Transcribe, word for word and without additions, each line below from the one containing "display:block; font-size:19px; white-space:nowrap" through the one containing "display:flex; gap:28px; margin-inline-start:auto;", both ends included.

- **Dataset entries**:
◆ ◆ ◆ ◆ ◆

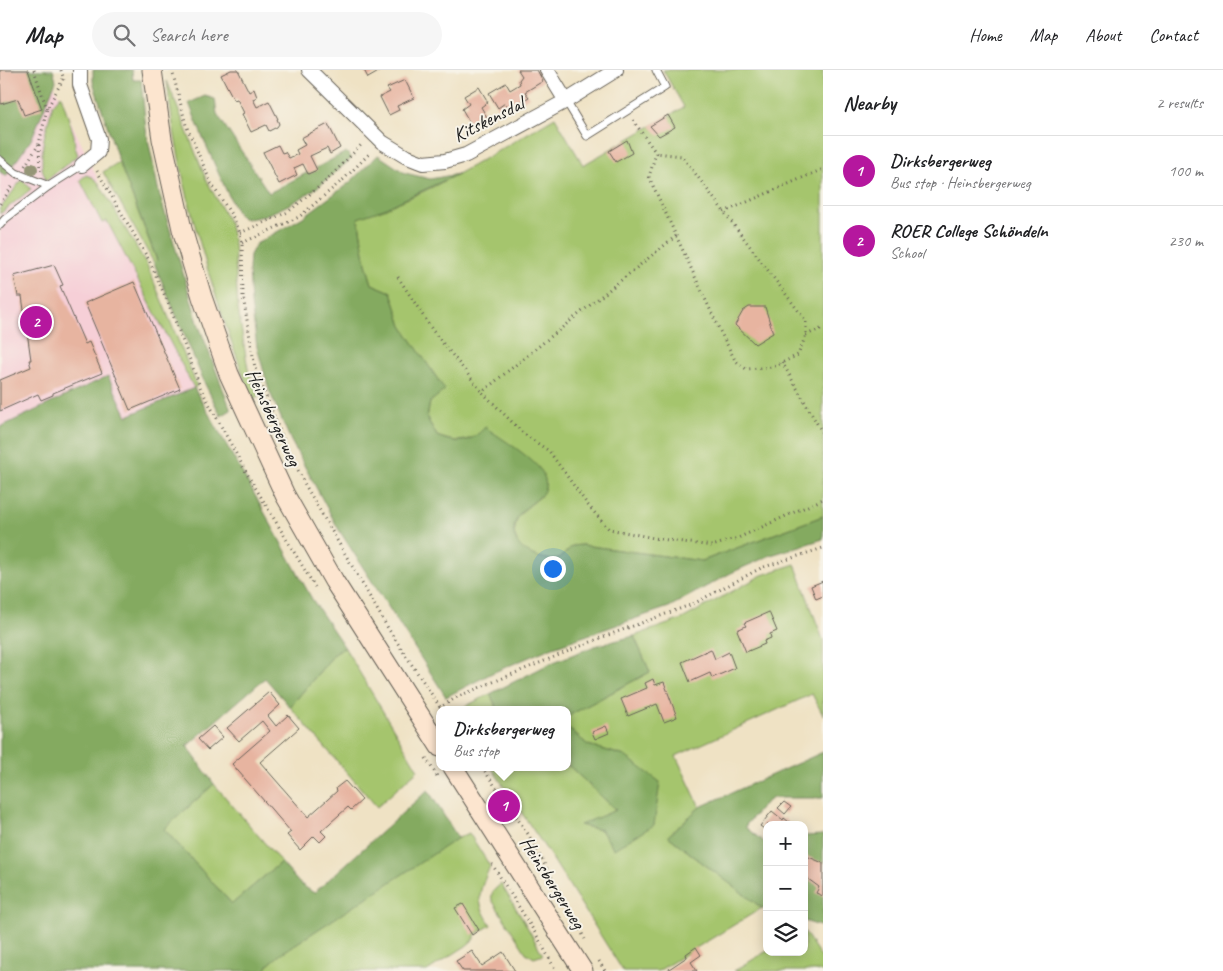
<!DOCTYPE html>
<html lang="en">
<head>
<meta charset="utf-8">
<style>
	:root { --surface:#fff; --page:#f6f6f6; --text:#202124; --muted:#757577; --line:#e0e0e0; --accent:#b5179e }
	body { margin:0; font-family:Caveat,sans-serif; background:var(--page); color:var(--text) }
	.controls { position:absolute; right:15px; bottom:15px; display:grid; overflow:hidden; border-radius:10px; box-shadow:0 2px 12px #0003 }
	.controls button { width:45px; height:45px; display:grid; place-items:center; padding:0; border:0; border-bottom:1px solid var(--line); background:var(--surface); color:var(--text); font:25px sans-serif }
	.you { position:absolute; left:552px; top:498px; width:18px; height:18px; margin:-12px; border:4px solid #fff; border-radius:50%; background:#1a73e8; box-shadow:0 0 0 8px #1a73e833 }
	.badge { display:grid; place-items:center; width:32px; height:32px; border-radius:50%; background:var(--accent); color:#fff; font-size:16px; font-weight:700 }
	.pin { position:absolute; translate:-50% -50%; border:2px solid #fff; box-shadow:0 1px 5px #0006 }
	.popup { position:absolute; left:436px; top:636px; width:135px; height:65px; box-sizing:border-box; display:grid; place-content:center; border-radius:10px; background:var(--surface); filter:drop-shadow(0 1px 4px #0005); font-size:16px; white-space:nowrap; color:var(--muted) }
	.popup b { font-size:19px; color:var(--text) }
	.popup::after { content:''; position:absolute; left:50%; top:100%; margin-left:-10px; border:10px solid transparent; border-top-color:var(--surface) }
	.list { margin:0; padding:0; list-style:none }
	h2 { display:flex; justify-content:space-between; align-items:center; height:65px; margin:0; padding:0 20px; font-size:21px }
	h2 small { font-size:16px; font-weight:400; color:var(--muted) }
	.list li { display:grid; grid-template-columns:32px 1fr auto; gap:15px; align-items:center; box-sizing:border-box; height:70px; padding:0 20px; border-top:1px solid var(--line) }
	.list b { display:block; font-size:19px; white-space:nowrap }
	.list p { margin:0; font-size:16px; white-space:nowrap; color:var(--muted) }
	.list em { font-size:16px; font-style:normal; color:var(--muted) }
	.icon { flex:none; width:28px; height:28px; fill:none; stroke:currentColor; stroke-width:2; stroke-linecap:round; stroke-linejoin:round }
	.map { position:relative; flex:none; width:823px; height:901px; overflow:hidden }
	header { display:flex; align-items:center; gap:30px; box-sizing:border-box; height:70px; padding:0 25px; background:var(--surface); border-bottom:1px solid var(--line) }
	header strong { font-size:24px }
	nav { display:flex; gap:28px; margin-inline-start:auto; font-size:18px }
	.search { width:350px; height:45px; background:var(--page); display:flex; align-items:center; gap:12px; box-sizing:border-box; padding:0 18px; border-radius:28px; color:var(--muted); font-size:19px }
	main { display:flex }
	aside { flex:1; background:var(--surface) }
	.map>svg:first-child { display:block }
	.built { fill:#f6cfd7 }
	.green { fill:#a5c56d; stroke:#607044 }
	.forest { fill:#84aa60; stroke:#50633e }
	.building { fill:#e7b4a0 }
	.lines { fill:none; stroke-linecap:round; stroke-linejoin:round }
	.service-casing { stroke:#666157; stroke-width:9 }
	.minor-casing { stroke:#666157; stroke-width:16 }
	.secondary-casing { stroke:#666157; stroke-width:21 }
	.path { stroke:#666157; stroke-width:3; stroke-dasharray:1 4; stroke-linecap:butt }
	.service { stroke:#fff; stroke-width:7 }
	.minor { stroke:#fff; stroke-width:14 }
	.secondary { stroke:#fce5cf; stroke-width:19 }
	.tree { fill:#959677 }
	.labels { text-anchor:middle; stroke-width:4; stroke-linejoin:round; paint-order:stroke }
	.street-label { font-size:20px; fill:#1c1c1c; stroke:#f7f3e8 }
</style>
</head>
<body>
<header>
<strong>Map</strong>
<div class="search"><svg class="icon" aria-label="search" viewBox="0 0 24 24"><circle cx="10" cy="10" r="6"/><path d="M15 15l6 6"/></svg>Search here</div>
<nav><a>Home</a><a>Map</a><a>About</a><a>Contact</a></nav>
</header>
<main>
<div class="map">
<svg width="823" height="901" viewBox="0 0 823 901">
	<rect width="100%" height="100%" fill="#f7f3e8"/>
	<filter id="ink" filterUnits="userSpaceOnUse"><feTurbulence type="fractalNoise" baseFrequency=".02" numOctaves="2"/><feDisplacementMap in="SourceGraphic" scale="10" xChannelSelector="R" yChannelSelector="G"/><feConvolveMatrix kernelMatrix="1 2 1 2 8 2 1 2 1" color-interpolation-filters="sRGB"/></filter>
	<filter id="wash" filterUnits="userSpaceOnUse"><feTurbulence type="fractalNoise" baseFrequency=".0096" numOctaves="4" result="noise"/><feDisplacementMap in="SourceGraphic" scale="20" xChannelSelector="R" yChannelSelector="G"/><feGaussianBlur stdDeviation="1.12" result="paint"/><feColorMatrix in="noise" values="0 0 0 0 0 0 0 0 0 0 0 0 0 0 0 0 0 1.4 0 .05"/><feComposite in="paint" operator="in"/></filter>
	<g filter="url(#wash)">
		<rect width="100%" height="100%" fill="#efe2c4"/>
		<path class="built" d="M0 0H47L204 338 0 397Z"/>
		<g class="green">
			<path d="M663 0H823V446L702 491 582 475 572 476 563 486 553 490 536 487 520 479 514 464 517 448 525 439 541 426 477 366C460 373 453 372 437 366L427 348 430 332 444 320 402 256 391 222 372 214 366 194 358 147C428 126 492 84 555 47L583 95 684 37Z"/>
			<path d="M167 11 206 109 229 152 234 173 238 239 248 299 258 327 252 329C214 226 179 121 167 11Z"/>
			<path d="M61 25 74 65 75 77 78 85 46 111 42 98V83L44 68 53 34Z"/>
			<path d="M119 92 157 191 154 193 103 102Z"/>
			<path d="M86 105 92 107 98 112 147 195 197 316 194 318 107 151 102 153 80 110Z"/>
			<path d="M22 109 31 119 0 144V139Z"/>
			<path d="M795 494 823 570V645L812 624 676 686 700 737 668 766C699 791 731 814 762 838L658 901H623L552 788 491 697H568V695L616 740 582 756 601 760 614 779 625 686 588 675 568 658V646L650 602 634 566 682 549 762 505Z"/>
			<path d="M345 578 418 700 377 737 290 637 337 581Z"/>
			<path d="M490 624 498 640H458Z"/>
			<path d="M214 714 281 792 232 834 164 759Z"/>
			<path d="M469 763 490 796C479 824 474 828 491 855L476 864 474 869 466 876 427 901H265L269 894 282 883 446 774Z"/>
			<path d="M501 814 525 853 543 885 534 888 526 883 492 830C490 822 495 819 501 814Z"/>
			<path d="M804 861 823 890V901H734L767 881V882H804Z"/>
		</g>
		<g class="forest">
			<path d="M0 0H53L56 11 31 70 6 106 0 102Z"/>
			<path d="M93 0H132L133 10H141L146 59 159 123 199 256 231 340 221 346 205 314 154 193 157 190 119 92 93 12Z"/>
			<path d="M205 26 215 29 217 44 269 123 346 82 352 88C336 102 320 117 301 128 291 134 251 155 241 147 236 143 230 127 226 120 213 91 200 62 189 33Z"/>
			<path d="M378 85 405 103 430 109 458 104 384 139 358 148 366 194 372 214 391 222 402 256 445 320 430 332 427 348 437 366C456 374 470 374 485 357 499 367 539 391 544 406 552 428 526 432 518 447 506 469 523 484 543 488 546 489 551 490 554 490 562 488 567 481 572 476L582 475 702 491 823 446V469L771 485 731 503 669 537 553 577 492 603 446 627 339 460 291 371 269 320 257 277 251 233 249 200 250 185 256 174 303 147 349 113Z"/>
			<path d="M108 306 127 346 194 318 251 418 312 529 345 578 337 581 290 637 265 608 187 676 214 714 164 759 232 834 281 792 299 813 314 823 428 720 458 768 282 883 269 894 265 901H0V357Z"/>
			<path d="M634 566 650 602 568 646V640H498L490 624 551 593 595 576Z"/>
			<path d="M568 658 588 675 625 686 660 712 654 755 614 779 601 760 580 755 616 740 568 695Z"/>
			<path d="M823 682V728H773L766 732 746 755V758L767 774V839L762 838C731 814 699 791 668 766L700 737Z"/>
			<path d="M823 765V857L804 851V766Z"/>
		</g>
		<g id="blocks">
			<g class="building">
				<path d="M0 0H28L42 39 24 45 18 29 1 34Z"/>
				<path d="M231 0H238L249 22 254 19 257 27 253 29 257 37 269 31 278 49H277L279 54 277 57 269 61 266 55 251 62 242 44 244 43 237 29 234 30 221 5Z"/>
				<path d="M364 0H382L368 8Z"/>
				<path d="M518 0H537L543 11 525 22 529 27 509 39 505 33 498 38 489 23 506 13 510 20 520 14 519 10 522 6Z"/>
				<path d="M405 10 414 28 397 36 399 40 389 45 380 27 390 22 387 18Z"/>
				<path d="M479 17 488 32 481 37 488 49 473 58 462 39 469 34 464 26Z"/>
				<path d="M668 45 675 57 659 66 650 56Z"/>
				<path d="M328 54 340 78 330 84 327 78 310 86 317 100 308 104 303 94 294 98 297 105 279 114 263 82 278 75 282 83 285 82 289 88 298 84 296 80 305 75 301 68Z"/>
				<path d="M627 70 632 83 616 92 609 81Z"/>
				<path d="M54 195 63 215 60 216 85 274 89 272 102 303 53 323V325L41 330 38 324 0 341V310L31 297 29 290H31L22 226H18L14 206Z"/>
				<path d="M134 212 180 319 130 340 85 233Z"/>
				<path d="M749 237H765L773 263 755 274 735 255 743 241Z"/>
				<path d="M823 511V526L816 529 811 516Z"/>
				<path d="M769 542 777 561 770 564 771 568 764 571 765 574 746 582 737 560 746 556 744 553Z"/>
				<path d="M711 579 715 589 729 582 735 598 712 608 710 603 690 612 682 592Z"/>
				<path d="M653 609 655 615 664 612 677 647 664 652 657 634 628 646 621 629 647 618 645 613Z"/>
				<path d="M269 622 280 635 268 646 276 656 288 645 299 658 260 692 308 747 337 721 336 718 345 711 362 730 351 740 348 737 321 761 326 766 320 772 314 766 300 780 287 765 291 762 232 694 270 661 262 651 239 671 227 658Z"/>
				<path d="M213 656 223 667 208 680 198 669Z"/>
				<path d="M606 656 609 663 595 669 592 662Z"/>
				<path d="M784 732 791 737 785 744 778 738Z"/>
				<path d="M772 741 783 750 784 748 793 755H767V761L760 756Z"/>
				<path d="M804 785 823 793V826L816 823 819 817 804 806Z"/>
				<path d="M463 834 479 860 472 865 455 838Z"/>
				<path d="M696 877 701 885 691 892 697 901H666L687 887 686 884Z"/>
				<path d="M472 881 482 896 503 882 515 901H463L456 891Z"/>
			</g>
		</g>
	</g>
	<g filter="url(#ink)">
		<use href="#blocks" fill-opacity="0" stroke="#666157" stroke-width="1"/>
		<g class="lines">
			<g class="service-casing">
				<g id="service">
					<path d="M566 31 587 66 665 17 656 0"/>
					<path d="M0 90 16 103 49 116"/>
					<path d="M0 155 5 149 49 116 82 95"/>
				</g>
			</g>
			<g class="minor-casing">
				<g id="minor">
					<path d="M80 0V15L99 69 98 82 82 95"/>
					<path d="M309 0 382 72 405 86 423 93 445 91 466 85 566 31 616 0"/>
					<path d="M547 0 566 31"/>
				</g>
			</g>
			<g class="secondary-casing">
				<g id="secondary">
					<path d="M152 0 162 69 182 159 202 227 229 304 285 425 334 511 440 677"/>
					<path d="M453 697 583 901"/>
				</g>
			</g>
			<g class="path">
				<path d="M34 0 47 39"/>
				<path d="M61 0 64 10"/>
				<path d="M172 0 186 55 211 113 234 149 240 163 242 173 243 226 255 298 281 364 304 413 389 560 442 640"/>
				<path d="M633 50 656 83 649 107 720 261 735 290 746 299 773 297 798 285 806 265V251L682 86 656 83"/>
				<path d="M39 75 40 101"/>
				<path d="M25 96 39 74 47 39 63 9"/>
				<path d="M97 101 149 190 169 235 201 319 246 402 315 517"/>
				<path d="M0 134 14 114"/>
				<path d="M724 142 823 99"/>
				<path d="M240 163 288 142 326 111 363 73"/>
				<path d="M676 166 482 322 524 364 549 381 587 434 609 459 654 468 712 476 738 468 823 429"/>
				<path d="M242 173 299 147 344 109 371 82"/>
				<path d="M398 207 433 261 482 322"/>
				<path d="M806 265 823 258"/>
				<path d="M782 292 823 364"/>
				<path d="M439 638 459 626 603 567 693 534 761 498 823 478"/>
				<path d="M426 688 437 706"/>
				<path d="M482 697 528 764 585 869"/>
				<path d="M492 794 537 866 556 901"/>
				<path d="M599 891 605 901"/>
			</g>
			<use href="#service" class="service"/>
			<use href="#minor" class="minor"/>
			<use href="#secondary" class="secondary"/>
		</g>
		<circle class="tree" cx="32" cy="99" r="6"/>
	</g>
	<g class="labels">
		<g class="street-label">
			<text transform="translate(488 49) rotate(-27)" y="7">Kitskensdal</text>
			<text transform="translate(274 347) rotate(65)" y="7">Heinsbergerweg</text>
			<text transform="translate(553 812) rotate(58)" y="7">Heinsbergerweg</text>
		</g>
	</g>
</svg>
<div class="controls">
<button>+</button>
<button>−</button>
<button><svg class="icon" aria-label="layers" viewBox="0 0 24 24"><path d="M12 4l9 5-9 5-9-5zM3 14l9 5 9-5"/></svg></button>
</div>
<div class="you"></div>
<div class="pin badge" style="left:504px;top:736px">1</div>
<div class="popup"><b>Dirksbergerweg</b>Bus stop</div>
<div class="pin badge" style="left:36px;top:252px">2</div>
</div>
<aside>
<h2>Nearby<small>2 results</small></h2>
<ul class="list">
<li><span class="badge">1</span><div><b>Dirksbergerweg</b><p>Bus stop · Heinsbergerweg</p></div><em>100 m</em></li>
<li><span class="badge">2</span><div><b>ROER College Schöndeln</b><p>School</p></div><em>230 m</em></li>
</ul>
</aside>
</main>
</body>
</html>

◆ ◆ ◆ ◆ ◆

- **Reply to the exercise**:
	.list b { display:block; font-size:19px; white-space:nowrap }
	.list p { margin:0; font-size:16px; white-space:nowrap; color:var(--muted) }
	.list em { font-size:16px; font-style:normal; color:var(--muted) }
	.icon { flex:none; width:28px; height:28px; fill:none; stroke:currentColor; stroke-width:2; stroke-linecap:round; stroke-linejoin:round }
	.map { position:relative; flex:none; width:823px; height:901px; overflow:hidden }
	header { display:flex; align-items:center; gap:30px; box-sizing:border-box; height:70px; padding:0 25px; background:var(--surface); border-bottom:1px solid var(--line) }
	header strong { font-size:24px }
	nav { display:flex; gap:28px; margin-inline-start:auto; font-size:18px }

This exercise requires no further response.